SonicWeave is a domain-specific language created by Lumi Pakkanen — a Finnish software engineer with a master's in theoretical physics — for Scale Workshop 3. Scale Workshop was originally started by Sevish (Sean Archibald), a British microtonal music producer, during EUROMicroFest 2017, as a browser-based tool for designing tuning systems. Pakkanen took over lead development from version 2 onward and, for version 3, made a pivotal decision: instead of having users enter interval data line by line in a text box, he designed an entire programming language for describing scales. The language has control flow, functions, variables, Haskell-style ranges, Python-style semantics, and NumPy-like vector operations — but its primitive types are intervals and pitches, not integers and floats.

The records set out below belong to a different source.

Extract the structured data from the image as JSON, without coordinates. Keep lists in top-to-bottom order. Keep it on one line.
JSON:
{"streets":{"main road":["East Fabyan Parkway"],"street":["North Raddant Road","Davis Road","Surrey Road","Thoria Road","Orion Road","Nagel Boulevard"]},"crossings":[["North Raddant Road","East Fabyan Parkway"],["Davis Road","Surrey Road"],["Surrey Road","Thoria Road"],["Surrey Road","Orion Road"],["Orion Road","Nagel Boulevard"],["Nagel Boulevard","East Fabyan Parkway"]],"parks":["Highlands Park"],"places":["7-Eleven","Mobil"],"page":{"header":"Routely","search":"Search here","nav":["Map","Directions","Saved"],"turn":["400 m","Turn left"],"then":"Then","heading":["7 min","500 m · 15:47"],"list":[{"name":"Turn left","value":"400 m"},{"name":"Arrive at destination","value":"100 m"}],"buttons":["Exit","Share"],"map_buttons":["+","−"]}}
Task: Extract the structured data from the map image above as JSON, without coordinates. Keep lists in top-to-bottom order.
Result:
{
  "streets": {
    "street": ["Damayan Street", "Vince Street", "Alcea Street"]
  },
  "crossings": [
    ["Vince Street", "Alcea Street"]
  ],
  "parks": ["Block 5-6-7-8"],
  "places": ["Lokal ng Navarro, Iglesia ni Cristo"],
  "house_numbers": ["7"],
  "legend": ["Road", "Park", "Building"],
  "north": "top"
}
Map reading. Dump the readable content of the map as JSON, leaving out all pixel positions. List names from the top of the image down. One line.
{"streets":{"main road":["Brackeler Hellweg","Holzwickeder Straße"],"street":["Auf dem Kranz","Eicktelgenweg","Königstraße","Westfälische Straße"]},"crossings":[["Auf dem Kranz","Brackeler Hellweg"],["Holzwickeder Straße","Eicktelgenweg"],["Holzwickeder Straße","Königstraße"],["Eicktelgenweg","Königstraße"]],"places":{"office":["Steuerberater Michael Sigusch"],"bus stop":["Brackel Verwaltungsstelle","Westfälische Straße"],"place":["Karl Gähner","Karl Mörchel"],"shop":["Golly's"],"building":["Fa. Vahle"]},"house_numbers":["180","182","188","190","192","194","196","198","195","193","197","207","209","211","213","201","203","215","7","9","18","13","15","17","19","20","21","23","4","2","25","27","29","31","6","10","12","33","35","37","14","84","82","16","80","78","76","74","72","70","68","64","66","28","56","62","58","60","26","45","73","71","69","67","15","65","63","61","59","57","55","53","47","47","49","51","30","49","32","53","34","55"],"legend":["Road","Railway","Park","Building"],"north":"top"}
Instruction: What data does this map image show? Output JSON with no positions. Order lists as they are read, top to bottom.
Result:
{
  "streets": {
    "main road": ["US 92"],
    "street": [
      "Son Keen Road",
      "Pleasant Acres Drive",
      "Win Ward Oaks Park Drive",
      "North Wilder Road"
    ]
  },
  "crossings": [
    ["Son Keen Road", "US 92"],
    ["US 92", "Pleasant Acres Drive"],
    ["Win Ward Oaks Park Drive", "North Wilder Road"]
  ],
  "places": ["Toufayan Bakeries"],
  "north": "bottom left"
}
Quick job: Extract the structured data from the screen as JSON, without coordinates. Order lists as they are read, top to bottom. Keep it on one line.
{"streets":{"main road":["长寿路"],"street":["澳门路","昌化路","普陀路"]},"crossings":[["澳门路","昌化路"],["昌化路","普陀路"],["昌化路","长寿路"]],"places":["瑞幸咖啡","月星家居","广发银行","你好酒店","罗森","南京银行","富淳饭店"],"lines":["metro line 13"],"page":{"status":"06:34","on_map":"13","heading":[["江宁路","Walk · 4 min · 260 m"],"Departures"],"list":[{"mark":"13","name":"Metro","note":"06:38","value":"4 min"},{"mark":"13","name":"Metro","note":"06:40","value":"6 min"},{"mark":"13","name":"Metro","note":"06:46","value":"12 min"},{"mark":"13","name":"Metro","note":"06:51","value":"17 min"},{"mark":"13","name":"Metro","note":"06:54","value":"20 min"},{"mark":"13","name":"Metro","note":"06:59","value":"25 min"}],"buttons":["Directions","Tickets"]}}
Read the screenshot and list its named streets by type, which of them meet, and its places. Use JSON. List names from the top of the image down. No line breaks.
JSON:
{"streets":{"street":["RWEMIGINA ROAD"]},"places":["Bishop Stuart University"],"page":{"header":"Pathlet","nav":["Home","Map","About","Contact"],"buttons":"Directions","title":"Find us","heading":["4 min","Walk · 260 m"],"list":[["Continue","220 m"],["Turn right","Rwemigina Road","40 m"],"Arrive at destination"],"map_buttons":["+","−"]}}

The SAE chisel-construct cycle appears here in an unusually clear three-layer structure. First layer: twelve-tone equal temperament is Western music's construct. Bach's Well-Tempered Clavier (1722) began solidifying it; industrialized piano manufacturing completed its standardization. Everything else — just intonation, meantone temperament, harmonic series tunings, non-octave scales, historical and ethnic tuning systems — became the remainder of that construct. They existed, but without names, without symbols, without tools. Second layer: Manuel Op de Coul's Scala format (1992) attempted to give these remainders a notation, becoming the microtonal community's interchange standard. But Scala is static — an .scl file is just a line-by-line list of intervals with no algorithms, no generative logic, no abstraction power. Scala itself became a new construct. SonicWeave chisels away Scala's rigidity, making scale description programmable: eulerGenus(3*3*3 * 5*5 * 7, 3*5) generates an Euler genus scale; defer organize(10.) auto-sorts and coalesces intervals closer than 10 cents. Third layer: every mainstream programming language treats numbers as pure arithmetic objects. SonicWeave chisels away that assumption — here, numbers ARE intervals, operations ARE interval manipulations, the entire type system is built around frequency ratios and cent values. This is a programming language ontology we have never seen before.
SonicWeave's naming gap is almost infinitely wide. It is not a programming language (it generates tunings, not software). It is not a music notation system (it is code, not notation). It is not a calculator (it has control flow, functions, and data structures). It is not a synthesizer or DAW (it does not directly produce sound, though Scale Workshop can). It is not a math library (its primitives are intervals and pitches, not numbers). The programming language design community does not know it exists — the sonic-weave repository has 9 stars, 820 commits, 69 releases. The xenharmonic community knows it but cannot categorize it. The music technology world has barely touched it. It is an active remainder: its logic is still growing, its syntax is still evolving, its 64 open issues are still debating what this language should be. Seeing it now matters more than seeing it later — when it is finally named, its beauty as remainder will become the beauty of construct, and we will lose the view from today's crevice.